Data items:
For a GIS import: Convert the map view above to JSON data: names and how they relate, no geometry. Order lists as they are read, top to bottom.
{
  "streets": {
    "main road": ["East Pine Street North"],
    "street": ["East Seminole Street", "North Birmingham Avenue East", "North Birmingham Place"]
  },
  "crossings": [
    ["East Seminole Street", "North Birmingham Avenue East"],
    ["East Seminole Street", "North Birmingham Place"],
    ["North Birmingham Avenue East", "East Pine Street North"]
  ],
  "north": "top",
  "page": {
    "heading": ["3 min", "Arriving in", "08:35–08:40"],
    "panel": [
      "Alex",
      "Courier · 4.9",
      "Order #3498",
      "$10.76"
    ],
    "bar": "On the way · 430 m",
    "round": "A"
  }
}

→ **Activity**
Reproduce the data exactly. All of it is needed.

→ **Exercise output**
For a GIS import: Convert the map view above to JSON data: names and how they relate, no geometry. Order lists as they are read, top to bottom.
{
  "streets": {
    "main road": ["East Pine Street North"],
    "street": ["East Seminole Street", "North Birmingham Avenue East", "North Birmingham Place"]
  },
  "crossings": [
    ["East Seminole Street", "North Birmingham Avenue East"],
    ["East Seminole Street", "North Birmingham Place"],
    ["North Birmingham Avenue East", "East Pine Street North"]
  ],
  "north": "top",
  "page": {
    "heading": ["3 min", "Arriving in", "08:35–08:40"],
    "panel": [
      "Alex",
      "Courier · 4.9",
      "Order #3498",
      "$10.76"
    ],
    "bar": "On the way · 430 m",
    "round": "A"
  }
}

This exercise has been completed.